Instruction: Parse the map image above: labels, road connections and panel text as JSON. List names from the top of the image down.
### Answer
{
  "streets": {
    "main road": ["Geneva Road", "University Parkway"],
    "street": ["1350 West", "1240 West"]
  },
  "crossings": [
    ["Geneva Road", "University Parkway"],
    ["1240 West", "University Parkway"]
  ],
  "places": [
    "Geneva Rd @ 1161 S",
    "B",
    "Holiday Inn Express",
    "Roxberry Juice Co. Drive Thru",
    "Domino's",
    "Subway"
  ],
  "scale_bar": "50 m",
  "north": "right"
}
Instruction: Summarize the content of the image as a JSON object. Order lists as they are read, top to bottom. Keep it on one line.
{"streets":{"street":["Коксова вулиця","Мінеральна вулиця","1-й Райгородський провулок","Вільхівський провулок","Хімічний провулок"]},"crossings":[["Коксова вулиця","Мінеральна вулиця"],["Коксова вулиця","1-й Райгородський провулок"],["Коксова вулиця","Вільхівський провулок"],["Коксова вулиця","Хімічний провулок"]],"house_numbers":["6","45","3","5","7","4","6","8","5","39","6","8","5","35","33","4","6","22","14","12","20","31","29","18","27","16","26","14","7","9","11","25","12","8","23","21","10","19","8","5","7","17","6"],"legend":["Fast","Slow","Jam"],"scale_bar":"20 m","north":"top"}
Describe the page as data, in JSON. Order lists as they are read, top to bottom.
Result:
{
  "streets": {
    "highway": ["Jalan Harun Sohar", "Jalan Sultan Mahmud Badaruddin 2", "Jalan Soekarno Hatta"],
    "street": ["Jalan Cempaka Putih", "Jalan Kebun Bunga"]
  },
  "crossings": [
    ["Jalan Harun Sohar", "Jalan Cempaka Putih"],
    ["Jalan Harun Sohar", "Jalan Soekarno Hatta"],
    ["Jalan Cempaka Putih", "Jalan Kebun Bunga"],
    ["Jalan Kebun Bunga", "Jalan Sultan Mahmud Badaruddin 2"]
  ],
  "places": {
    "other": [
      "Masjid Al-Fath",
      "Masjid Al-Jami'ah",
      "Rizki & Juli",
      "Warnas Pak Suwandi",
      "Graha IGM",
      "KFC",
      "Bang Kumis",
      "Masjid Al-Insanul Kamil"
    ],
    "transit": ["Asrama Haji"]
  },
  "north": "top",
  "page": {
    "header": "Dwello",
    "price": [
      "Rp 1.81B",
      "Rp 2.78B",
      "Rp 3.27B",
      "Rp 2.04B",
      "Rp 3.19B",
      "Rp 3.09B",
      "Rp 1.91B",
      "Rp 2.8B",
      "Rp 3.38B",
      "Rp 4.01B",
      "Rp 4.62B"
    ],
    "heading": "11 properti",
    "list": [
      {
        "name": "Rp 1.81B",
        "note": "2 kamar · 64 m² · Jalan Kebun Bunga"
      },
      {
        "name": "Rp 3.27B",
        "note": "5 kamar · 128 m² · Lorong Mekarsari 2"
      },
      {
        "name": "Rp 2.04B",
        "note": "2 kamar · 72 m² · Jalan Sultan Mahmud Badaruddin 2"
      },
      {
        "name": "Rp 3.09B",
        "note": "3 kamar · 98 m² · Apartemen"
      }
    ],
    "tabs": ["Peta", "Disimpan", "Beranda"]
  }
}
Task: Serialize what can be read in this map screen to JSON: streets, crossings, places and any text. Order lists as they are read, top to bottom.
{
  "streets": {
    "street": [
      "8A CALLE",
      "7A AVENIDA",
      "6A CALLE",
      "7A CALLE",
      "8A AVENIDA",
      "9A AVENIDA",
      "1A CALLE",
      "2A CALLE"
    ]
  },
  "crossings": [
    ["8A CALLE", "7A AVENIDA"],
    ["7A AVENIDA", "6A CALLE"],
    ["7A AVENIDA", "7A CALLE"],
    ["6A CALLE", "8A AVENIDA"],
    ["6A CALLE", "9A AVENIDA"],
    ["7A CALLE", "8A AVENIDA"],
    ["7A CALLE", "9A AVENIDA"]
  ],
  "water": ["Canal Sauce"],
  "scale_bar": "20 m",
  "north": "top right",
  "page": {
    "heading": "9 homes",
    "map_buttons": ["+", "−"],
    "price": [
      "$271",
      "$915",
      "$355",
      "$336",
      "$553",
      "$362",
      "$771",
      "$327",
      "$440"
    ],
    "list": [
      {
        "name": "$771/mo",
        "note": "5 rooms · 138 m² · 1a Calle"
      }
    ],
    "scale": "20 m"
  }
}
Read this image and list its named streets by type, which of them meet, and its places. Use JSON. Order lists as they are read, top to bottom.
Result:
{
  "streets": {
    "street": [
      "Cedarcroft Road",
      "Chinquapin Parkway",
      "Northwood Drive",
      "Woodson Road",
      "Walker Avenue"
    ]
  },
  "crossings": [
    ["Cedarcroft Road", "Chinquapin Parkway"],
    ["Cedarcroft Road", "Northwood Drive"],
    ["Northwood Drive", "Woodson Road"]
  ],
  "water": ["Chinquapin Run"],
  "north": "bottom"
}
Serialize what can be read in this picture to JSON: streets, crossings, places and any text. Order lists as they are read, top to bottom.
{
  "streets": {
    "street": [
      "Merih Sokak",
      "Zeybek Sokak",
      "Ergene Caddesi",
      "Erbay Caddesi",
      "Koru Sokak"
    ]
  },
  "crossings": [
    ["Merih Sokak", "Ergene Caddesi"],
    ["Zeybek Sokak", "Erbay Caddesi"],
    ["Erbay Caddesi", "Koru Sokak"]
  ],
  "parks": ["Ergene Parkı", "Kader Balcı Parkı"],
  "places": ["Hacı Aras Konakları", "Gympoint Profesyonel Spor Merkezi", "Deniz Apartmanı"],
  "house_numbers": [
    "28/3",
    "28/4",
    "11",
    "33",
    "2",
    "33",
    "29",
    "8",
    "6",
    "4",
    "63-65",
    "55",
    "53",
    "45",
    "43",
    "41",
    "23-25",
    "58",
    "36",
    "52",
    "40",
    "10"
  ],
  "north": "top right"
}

▶ [DIRECTIONS]: Compute how many lines of the records above hold the string "Instruction". Give the number with no other output.

▶ [EXPECTED ANSWER]: 2